### What needs to be done
Would you copy each line of the records that includes the word "Minified"?

Collected data entries:

════

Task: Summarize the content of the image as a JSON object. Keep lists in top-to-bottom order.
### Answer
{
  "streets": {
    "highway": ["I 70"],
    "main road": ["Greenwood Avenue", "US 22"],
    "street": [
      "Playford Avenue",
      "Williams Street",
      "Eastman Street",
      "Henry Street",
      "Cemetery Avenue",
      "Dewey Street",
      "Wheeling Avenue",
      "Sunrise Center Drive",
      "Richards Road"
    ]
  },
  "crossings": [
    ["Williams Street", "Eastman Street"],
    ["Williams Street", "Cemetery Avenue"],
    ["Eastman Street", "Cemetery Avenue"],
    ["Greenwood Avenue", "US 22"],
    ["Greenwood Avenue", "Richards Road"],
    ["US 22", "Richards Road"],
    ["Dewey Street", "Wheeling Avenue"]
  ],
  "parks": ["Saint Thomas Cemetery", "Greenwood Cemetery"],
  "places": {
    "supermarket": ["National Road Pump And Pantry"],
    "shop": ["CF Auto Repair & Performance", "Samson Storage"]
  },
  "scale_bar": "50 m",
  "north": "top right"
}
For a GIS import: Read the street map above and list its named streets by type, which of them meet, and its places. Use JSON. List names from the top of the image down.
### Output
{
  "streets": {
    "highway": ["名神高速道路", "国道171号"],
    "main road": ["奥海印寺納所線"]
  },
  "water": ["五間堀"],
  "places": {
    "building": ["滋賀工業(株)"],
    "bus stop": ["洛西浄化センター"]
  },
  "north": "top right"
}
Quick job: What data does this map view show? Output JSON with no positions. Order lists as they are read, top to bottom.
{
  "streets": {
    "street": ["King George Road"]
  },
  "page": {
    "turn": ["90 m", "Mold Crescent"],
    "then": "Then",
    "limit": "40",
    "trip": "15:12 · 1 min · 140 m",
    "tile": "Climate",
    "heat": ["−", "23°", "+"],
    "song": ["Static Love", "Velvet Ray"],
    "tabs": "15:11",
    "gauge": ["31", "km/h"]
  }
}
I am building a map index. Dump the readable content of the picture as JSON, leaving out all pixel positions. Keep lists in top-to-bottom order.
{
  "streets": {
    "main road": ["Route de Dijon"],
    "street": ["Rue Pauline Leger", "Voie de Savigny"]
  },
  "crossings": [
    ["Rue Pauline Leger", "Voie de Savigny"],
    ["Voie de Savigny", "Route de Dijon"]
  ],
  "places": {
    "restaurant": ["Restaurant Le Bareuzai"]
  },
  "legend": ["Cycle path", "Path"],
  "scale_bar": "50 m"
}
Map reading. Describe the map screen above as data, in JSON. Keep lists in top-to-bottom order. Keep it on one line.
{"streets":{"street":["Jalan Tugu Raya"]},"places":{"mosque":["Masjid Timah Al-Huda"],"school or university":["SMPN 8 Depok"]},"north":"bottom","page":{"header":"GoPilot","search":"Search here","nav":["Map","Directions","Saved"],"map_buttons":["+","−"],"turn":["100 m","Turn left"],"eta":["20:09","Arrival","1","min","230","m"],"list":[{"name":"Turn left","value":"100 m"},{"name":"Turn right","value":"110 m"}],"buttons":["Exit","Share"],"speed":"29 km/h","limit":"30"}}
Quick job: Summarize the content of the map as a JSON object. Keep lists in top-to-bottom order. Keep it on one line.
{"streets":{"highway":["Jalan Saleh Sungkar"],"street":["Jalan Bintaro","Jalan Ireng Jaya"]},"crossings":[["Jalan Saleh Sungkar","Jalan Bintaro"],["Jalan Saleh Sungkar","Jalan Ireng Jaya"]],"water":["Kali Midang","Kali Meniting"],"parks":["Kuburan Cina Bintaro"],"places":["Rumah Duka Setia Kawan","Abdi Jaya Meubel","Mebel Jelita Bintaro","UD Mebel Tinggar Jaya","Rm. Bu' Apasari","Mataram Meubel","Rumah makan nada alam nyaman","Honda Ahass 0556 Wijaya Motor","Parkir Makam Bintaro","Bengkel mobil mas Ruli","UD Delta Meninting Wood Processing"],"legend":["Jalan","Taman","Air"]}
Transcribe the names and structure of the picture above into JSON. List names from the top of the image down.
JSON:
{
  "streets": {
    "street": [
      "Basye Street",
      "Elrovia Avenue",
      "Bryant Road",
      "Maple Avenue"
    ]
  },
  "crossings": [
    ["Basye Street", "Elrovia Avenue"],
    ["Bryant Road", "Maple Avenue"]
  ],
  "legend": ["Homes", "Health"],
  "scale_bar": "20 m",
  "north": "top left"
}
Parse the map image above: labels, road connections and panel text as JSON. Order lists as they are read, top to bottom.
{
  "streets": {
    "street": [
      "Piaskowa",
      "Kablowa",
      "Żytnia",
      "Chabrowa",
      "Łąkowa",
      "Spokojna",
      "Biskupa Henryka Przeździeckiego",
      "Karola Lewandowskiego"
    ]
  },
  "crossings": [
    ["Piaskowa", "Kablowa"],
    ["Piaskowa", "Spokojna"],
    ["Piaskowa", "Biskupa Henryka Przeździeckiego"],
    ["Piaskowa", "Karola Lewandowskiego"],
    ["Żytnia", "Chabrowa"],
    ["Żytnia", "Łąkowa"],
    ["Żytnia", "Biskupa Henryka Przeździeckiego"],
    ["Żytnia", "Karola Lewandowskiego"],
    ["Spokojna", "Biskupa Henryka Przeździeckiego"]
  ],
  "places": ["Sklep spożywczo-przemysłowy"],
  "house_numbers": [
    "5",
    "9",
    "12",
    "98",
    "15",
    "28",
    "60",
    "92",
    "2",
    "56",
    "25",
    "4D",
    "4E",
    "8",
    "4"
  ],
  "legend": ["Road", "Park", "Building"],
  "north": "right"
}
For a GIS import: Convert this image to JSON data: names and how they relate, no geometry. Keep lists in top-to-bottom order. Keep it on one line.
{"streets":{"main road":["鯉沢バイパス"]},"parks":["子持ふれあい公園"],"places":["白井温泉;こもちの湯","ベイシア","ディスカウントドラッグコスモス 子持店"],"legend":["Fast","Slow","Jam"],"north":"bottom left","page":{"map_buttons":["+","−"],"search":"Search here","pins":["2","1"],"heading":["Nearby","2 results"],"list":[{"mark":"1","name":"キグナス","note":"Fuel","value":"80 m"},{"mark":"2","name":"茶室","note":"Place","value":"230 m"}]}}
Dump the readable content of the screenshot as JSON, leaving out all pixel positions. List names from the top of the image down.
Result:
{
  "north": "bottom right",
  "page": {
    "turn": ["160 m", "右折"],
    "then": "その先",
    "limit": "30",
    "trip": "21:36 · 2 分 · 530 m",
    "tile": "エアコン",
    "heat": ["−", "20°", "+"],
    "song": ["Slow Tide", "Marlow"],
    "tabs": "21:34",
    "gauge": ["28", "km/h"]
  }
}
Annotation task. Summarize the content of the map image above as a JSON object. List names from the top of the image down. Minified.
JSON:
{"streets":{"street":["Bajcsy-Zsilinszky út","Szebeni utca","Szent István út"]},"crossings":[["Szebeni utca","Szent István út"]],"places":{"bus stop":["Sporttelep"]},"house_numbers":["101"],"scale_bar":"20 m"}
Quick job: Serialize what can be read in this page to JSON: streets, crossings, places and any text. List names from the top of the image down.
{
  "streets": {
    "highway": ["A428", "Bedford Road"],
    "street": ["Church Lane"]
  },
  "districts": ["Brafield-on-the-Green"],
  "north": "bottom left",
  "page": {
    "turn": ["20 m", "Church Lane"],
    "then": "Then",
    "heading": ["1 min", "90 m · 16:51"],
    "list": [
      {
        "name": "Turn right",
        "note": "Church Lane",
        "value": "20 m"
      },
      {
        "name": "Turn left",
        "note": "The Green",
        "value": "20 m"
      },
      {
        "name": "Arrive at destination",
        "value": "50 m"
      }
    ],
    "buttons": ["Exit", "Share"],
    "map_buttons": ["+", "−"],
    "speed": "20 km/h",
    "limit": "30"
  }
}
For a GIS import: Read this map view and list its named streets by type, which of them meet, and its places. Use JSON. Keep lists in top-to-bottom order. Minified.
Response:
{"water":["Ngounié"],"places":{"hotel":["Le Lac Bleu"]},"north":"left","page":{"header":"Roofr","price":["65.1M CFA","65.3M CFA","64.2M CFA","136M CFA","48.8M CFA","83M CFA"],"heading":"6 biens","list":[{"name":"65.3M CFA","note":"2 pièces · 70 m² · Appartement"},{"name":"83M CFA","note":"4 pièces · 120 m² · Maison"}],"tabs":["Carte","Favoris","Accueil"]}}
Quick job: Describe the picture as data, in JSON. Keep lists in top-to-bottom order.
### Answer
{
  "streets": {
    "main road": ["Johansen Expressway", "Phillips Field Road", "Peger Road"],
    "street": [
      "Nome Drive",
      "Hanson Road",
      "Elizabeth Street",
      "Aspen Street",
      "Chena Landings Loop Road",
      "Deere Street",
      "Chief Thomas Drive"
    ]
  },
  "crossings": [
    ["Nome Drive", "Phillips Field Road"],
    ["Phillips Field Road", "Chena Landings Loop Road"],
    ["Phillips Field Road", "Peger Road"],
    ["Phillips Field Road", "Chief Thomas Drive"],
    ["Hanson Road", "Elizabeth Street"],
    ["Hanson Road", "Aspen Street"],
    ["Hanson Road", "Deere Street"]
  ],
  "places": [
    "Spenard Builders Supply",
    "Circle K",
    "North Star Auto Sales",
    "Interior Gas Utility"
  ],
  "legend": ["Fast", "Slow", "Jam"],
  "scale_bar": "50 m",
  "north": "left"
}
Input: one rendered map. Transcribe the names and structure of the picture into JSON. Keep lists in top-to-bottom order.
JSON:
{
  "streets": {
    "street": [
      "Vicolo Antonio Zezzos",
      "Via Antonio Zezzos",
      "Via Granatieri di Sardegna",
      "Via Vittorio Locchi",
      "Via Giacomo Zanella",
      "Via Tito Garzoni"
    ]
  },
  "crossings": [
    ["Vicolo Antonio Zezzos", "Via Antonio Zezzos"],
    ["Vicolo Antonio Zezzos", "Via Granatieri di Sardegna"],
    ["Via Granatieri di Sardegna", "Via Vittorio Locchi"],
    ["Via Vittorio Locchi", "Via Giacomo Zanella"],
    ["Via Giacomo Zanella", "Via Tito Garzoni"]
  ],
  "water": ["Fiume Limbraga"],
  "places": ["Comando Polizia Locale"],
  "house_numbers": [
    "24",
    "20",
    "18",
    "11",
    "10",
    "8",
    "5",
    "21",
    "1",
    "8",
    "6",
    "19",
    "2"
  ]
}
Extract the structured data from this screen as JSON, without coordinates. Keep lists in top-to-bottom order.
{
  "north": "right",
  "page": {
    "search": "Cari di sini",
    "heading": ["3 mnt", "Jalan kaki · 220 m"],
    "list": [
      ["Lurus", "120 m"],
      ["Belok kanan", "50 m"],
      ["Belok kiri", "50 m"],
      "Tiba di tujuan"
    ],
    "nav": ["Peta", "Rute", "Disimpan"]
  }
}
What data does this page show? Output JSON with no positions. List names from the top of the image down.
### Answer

════

### Result of this task
Annotation task. Summarize the content of the map image above as a JSON object. List names from the top of the image down. Minified.
For a GIS import: Read this map view and list its named streets by type, which of them meet, and its places. Use JSON. Keep lists in top-to-bottom order. Minified.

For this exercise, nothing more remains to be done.